Others highlight another cause. Although around half of those working in advertising agencies are women, only four per cent are at management level, according to the Institute of Practitioners in Advertising. And nowhere are the problems more acute than in the creative department. While some 70 per cent of all advertising targets female consumers, only 3 per cent of creative directors are women.

"It must surely be a big loss to the advertising business that, as an industry, we are not communicating as effectively as we can," says Reay.

"There are no more senior women in creative departments today than there were 20 years ago," according to Barbara Nokes, creative director at Grey London. She is one of the few senior women creatives in the business and readily concedes that departments such as hers remain a male-dominated, pub-oriented environment.

"To be an agency creative, you must be prepared to put your ideas on a piece of paper and talk about them, which is tremendously emotionally exposing," Nokes explains. "Women are still educated by schools and society to please other people. Being creative is just the start of it. Then you have to stand up and fight for it." She believes the situation has marginally improved within larger client companies, but adds: "Agencies have definitely lagged behind."

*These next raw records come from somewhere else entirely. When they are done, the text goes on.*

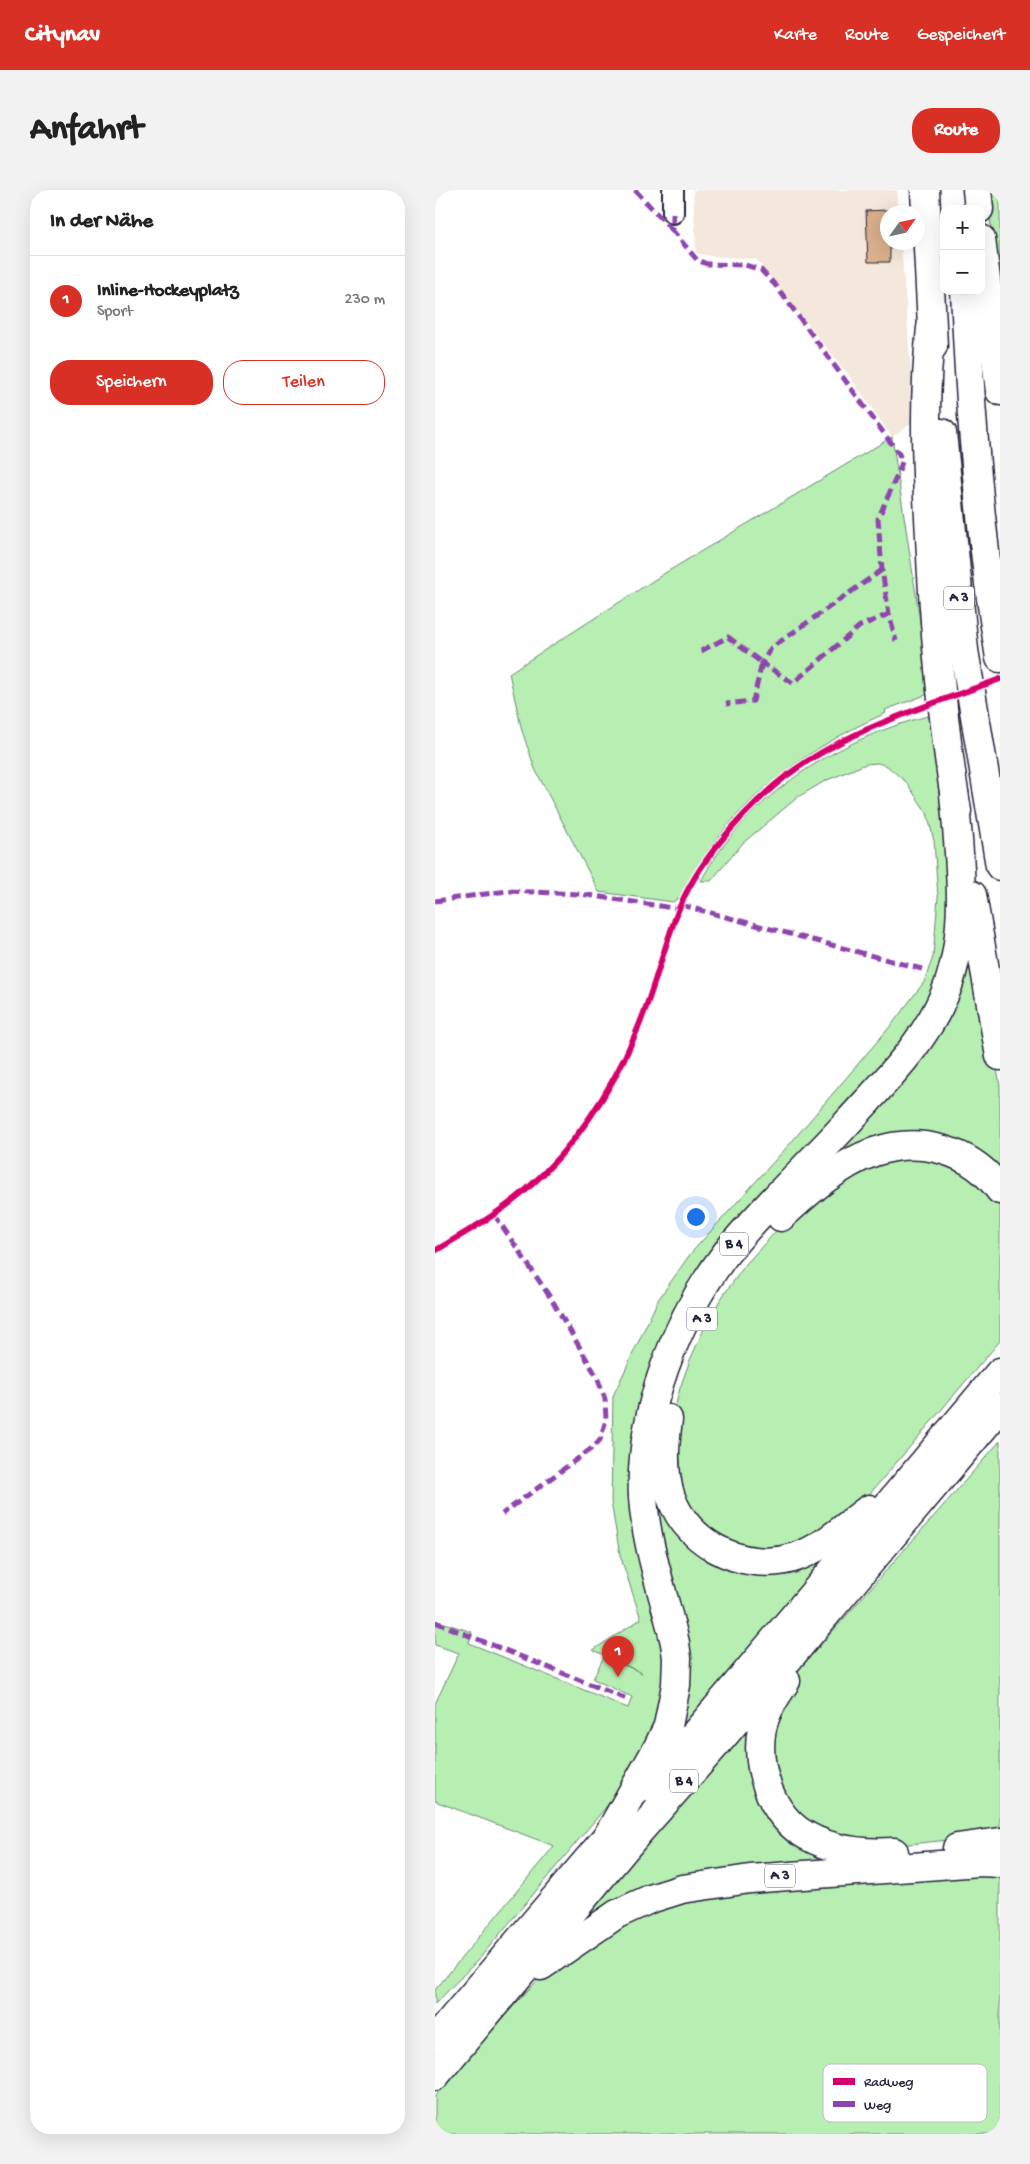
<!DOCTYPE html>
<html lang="de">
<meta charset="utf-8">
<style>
body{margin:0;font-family:"Gochi Hand",sans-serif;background:#f2f2f2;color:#222}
.controls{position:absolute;right:15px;top:15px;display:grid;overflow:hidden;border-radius:10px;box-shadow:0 5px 20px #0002}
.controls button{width:45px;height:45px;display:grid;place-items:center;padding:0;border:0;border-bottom:1px solid #e0e0e0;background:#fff;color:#222;font:25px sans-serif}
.compass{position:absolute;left:445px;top:15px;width:45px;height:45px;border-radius:50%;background:#fff;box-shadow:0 5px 20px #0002;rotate:56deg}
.you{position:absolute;left:260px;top:1026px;width:18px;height:18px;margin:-12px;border:4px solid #fff;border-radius:50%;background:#1a73e8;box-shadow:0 0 0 8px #1a73e833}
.badge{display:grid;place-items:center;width:32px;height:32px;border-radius:50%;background:#d93025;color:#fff;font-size:16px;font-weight:700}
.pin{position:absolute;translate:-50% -41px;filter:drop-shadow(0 1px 2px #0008)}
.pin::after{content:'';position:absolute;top:26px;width:18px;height:15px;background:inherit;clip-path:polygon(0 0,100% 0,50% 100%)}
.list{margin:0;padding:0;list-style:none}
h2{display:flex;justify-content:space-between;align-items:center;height:65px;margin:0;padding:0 20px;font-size:21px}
h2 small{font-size:16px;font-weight:400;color:#767676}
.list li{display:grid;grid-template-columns:32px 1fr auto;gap:15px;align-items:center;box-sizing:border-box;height:90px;padding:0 20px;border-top:1px solid #e0e0e0}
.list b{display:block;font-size:19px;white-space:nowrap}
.list p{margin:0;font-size:16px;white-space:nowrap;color:#767676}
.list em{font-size:16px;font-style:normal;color:#767676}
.actions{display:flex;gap:10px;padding:15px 20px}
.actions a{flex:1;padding:11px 0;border:1px solid #d93025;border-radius:20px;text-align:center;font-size:18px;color:#d93025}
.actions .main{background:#d93025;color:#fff}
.map{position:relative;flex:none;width:565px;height:1944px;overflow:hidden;border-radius:20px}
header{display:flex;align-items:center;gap:30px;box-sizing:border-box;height:70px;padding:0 25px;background:#d93025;color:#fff}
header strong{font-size:24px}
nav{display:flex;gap:28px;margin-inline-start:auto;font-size:18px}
.intro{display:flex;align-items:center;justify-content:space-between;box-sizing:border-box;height:120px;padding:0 30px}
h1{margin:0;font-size:35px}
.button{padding:12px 22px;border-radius:20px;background:#d93025;color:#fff;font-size:18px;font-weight:700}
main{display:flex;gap:30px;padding:0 30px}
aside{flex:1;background:#fff;border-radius:20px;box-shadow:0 5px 20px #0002}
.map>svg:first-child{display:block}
</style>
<header>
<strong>Citynav</strong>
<nav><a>Karte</a><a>Route</a><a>Gespeichert</a></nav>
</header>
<div class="intro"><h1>Anfahrt</h1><a class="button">Route</a></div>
<main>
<aside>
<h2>In der Nähe<small></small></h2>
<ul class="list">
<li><span class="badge">1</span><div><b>Inline-Hockeyplatz</b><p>Sport</p></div><em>230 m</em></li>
</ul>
<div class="actions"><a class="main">Speichern</a><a>Teilen</a></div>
</aside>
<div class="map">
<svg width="565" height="1944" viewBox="0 0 565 1944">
<rect width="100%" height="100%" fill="#fff"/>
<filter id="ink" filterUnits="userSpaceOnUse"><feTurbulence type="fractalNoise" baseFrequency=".02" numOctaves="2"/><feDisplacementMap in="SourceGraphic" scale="10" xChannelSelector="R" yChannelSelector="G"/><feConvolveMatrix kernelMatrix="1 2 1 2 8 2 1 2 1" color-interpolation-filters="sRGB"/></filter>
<g filter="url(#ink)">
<polygon fill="#f4e8dd" points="258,0 462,0 464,22 452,22 452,52 466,53 480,231 457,247 415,187 321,69 275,66 261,63"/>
<g fill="#b7eeb1" stroke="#6c8876">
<polygon points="552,0 565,0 565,119"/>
<path d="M457 247 496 503 450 520 451 523C361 563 290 619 245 707L238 712 164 702 100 579 87 541 74 483 230 383Z"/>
<path d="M497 525 508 593 516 748 482 840 336 1002 212 1213 234 1466 224 1529 186 1599 44 1769 0 1814V1800L119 1656 0 1611V1514L24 1463 0 1455V1430L37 1442 34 1453 193 1518 197 1507 158 1489 169 1466 207 1483 158 1460 206 1429 185 1365 176 1312 178 1206 223 1110 256 1063 353 956 458 833 489 792 498 767 503 707 499 651 492 623 471 592 452 576 443 573 431 574 390 591 363 607 308 653 276 691H266C311 606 405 547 497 525Z"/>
<path d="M535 725 565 896V993C534 956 501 941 453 952 441 955 429 958 418 964 405 972 394 982 381 990 353 1011 325 1034 303 1062 249 1127 187 1260 247 1336 257 1349 270 1360 285 1367 339 1389 382 1366 424 1332L201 1596 227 1553 238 1529 246 1502V1471L242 1441 219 1354 214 1321 213 1294 220 1232 237 1168 261 1121 295 1068 464 884C484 859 504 833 516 803 525 779 527 753 531 727Z"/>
<polygon points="507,964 565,1011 565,1151 433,1306 395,1340 334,1365 266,1341 235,1282 237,1230 245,1198 255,1170 268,1141 285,1110 311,1074 360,1020 422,975"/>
<polygon points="565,1251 565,1645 464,1655 408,1652 358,1624 331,1564 361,1483"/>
<polygon points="345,1488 327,1601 416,1666 297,1685 127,1751"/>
<polygon points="565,1678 565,1944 0,1944 0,1906 68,1827 114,1778 234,1709"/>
</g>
<polygon fill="#dcb18d" stroke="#22223b" points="452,20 452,52 455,52 455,72 433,72 431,21"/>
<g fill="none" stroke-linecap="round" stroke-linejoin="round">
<g stroke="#22223b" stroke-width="24">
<polyline id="minor" points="238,0 238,23"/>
</g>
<g stroke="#22223b" stroke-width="31">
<g id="highway">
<polyline points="490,0 498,156"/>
<polyline points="542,0 544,19"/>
<polyline points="546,49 565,201"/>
<path d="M530 101C535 224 545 347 565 468"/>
<path d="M496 138C488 207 491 276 495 346 499 438 507 530 522 621"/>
<polyline points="507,243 529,460 565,676"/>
<polyline points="537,705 565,866"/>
<path d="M346 1027C373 1002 404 974 439 962 485 946 537 960 565 1000"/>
<path d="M233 1229C230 1252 228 1274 233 1297 245 1351 306 1383 358 1368 387 1359 410 1336 434 1319"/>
<path d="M351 1491C341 1506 331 1520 327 1538 320 1574 334 1619 364 1641 392 1660 427 1664 459 1662"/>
<polyline points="215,1597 565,1182"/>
<path d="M172 1647 223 1557 233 1536 241 1495 242 1468 240 1453C229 1404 211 1357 208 1307 204 1224 241 1128 292 1062 329 1016 373 976 413 932 451 890 495 848 514 793 534 732 524 666 519 603"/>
<polyline points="522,1658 565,1652"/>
<polyline points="106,1776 182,1724 215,1709 247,1699 315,1689 545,1672 565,1673"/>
<polyline points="0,1849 184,1633"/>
<polyline points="0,1886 202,1644 286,1549 565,1218"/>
</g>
</g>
<use href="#minor" stroke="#fff" stroke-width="20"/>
<use href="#highway" stroke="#fff" stroke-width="28"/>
<g stroke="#8e44ad" stroke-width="5" stroke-dasharray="10 5" stroke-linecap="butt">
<polyline points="200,0 238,41"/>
<polyline points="238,23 238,41 262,70 272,74 310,75 326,80 342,97 464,264 467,272 464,281 443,329 447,380 454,424 461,451"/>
<polyline points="447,380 336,458 327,473 358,493 425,436 454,424"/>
<polyline points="266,461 293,447 327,473 318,511 291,514"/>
<polyline points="0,711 72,701 146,704 244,719"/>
<polyline points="246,715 487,779"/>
<polyline points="59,1024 117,1110 162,1187 170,1209 171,1230 165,1250 160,1256 67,1324"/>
<polyline points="0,1432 192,1509"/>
</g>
<g stroke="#fff" stroke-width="9">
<path id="cycleway" d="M0 1061C31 1042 64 1024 91 1000 138 959 176 902 200 845 218 805 227 762 243 721 261 675 303 627 340 595 404 541 488 518 565 489"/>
</g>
<use href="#cycleway" stroke="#d6006c" stroke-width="6"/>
</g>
</g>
<g text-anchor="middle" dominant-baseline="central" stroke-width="4.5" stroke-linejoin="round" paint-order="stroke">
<g fill="#fff" stroke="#646476" stroke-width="1">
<rect x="509" y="396.5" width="30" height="23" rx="4"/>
<rect x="285" y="1042.5" width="28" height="23" rx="4"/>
<rect x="252" y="1117.5" width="30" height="23" rx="4"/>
<rect x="235" y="1579.5" width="28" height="23" rx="4"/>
<rect x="330" y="1674.5" width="30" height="23" rx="4"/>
</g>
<g font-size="14" font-weight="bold" fill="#22223b">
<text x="524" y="408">A 3</text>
<text x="299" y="1054">B 4</text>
<text x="267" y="1129">A 3</text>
<text x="249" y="1591">B 4</text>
<text x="345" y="1686">A 3</text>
</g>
</g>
<rect x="388" y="1874" width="164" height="58" rx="8" fill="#fff" stroke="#bdbdc4" stroke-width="1"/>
<rect x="398" y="1888" width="22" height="7" fill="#d6006c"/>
<rect x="398" y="1911" width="22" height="6" fill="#8e44ad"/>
<g font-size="14" fill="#22223b">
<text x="429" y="1896">Radweg</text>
<text x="429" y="1919">Weg</text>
</g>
</svg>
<div class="controls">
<button>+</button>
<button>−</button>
</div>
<svg class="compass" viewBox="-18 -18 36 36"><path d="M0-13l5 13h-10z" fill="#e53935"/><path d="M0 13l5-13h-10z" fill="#767676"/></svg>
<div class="you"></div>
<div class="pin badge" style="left:183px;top:1487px">1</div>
</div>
</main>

Getting to the top of a creative department invariably depends on winning acclaim from contemporaries - notably in the shape of gongs from the industry's many awards schemes.

"Historically, the ideas that win reflect a particular sense of humour," says Clifton. With the majority of awards juries male, it is no coincidence that beer and cigarette advertising traditionally enjoy tremendous success. "Advertising based on human observations and humour - more likely to make women laugh - tend not to win."

But the answer to all this is far from simple. Increasing the number of female creatives is no instant panacea.

"It's definitely not so clear cut," Nokes cautions. For a start, she defies anyone to identify correctly the gender of the creatives behind an ad solely by the end product. "While more women in the creative department would probably help over time, we need to look higher. The problem is the people who say `yes' or `no'; the people who have the final say. What we really need is more women decision-makers."

Where many campaigns go wrong is failing to empathise with the target audience, whoever that may be, Nokes adds. "A good creative, whether male or female, can think themselves into and identify with anyone in any situation."

Addressing this is the most important issue, agrees Rita Clifton.

"In recent years there have been fewer entertaining, original and sharp ads," she says. "Women bring a different perspective. Now must be the appropriate time to ask: is this reasonable? Surely a sizeable injection of a different sort of person within agencies would be a good stimulus to reclaim innovative and creative thinking."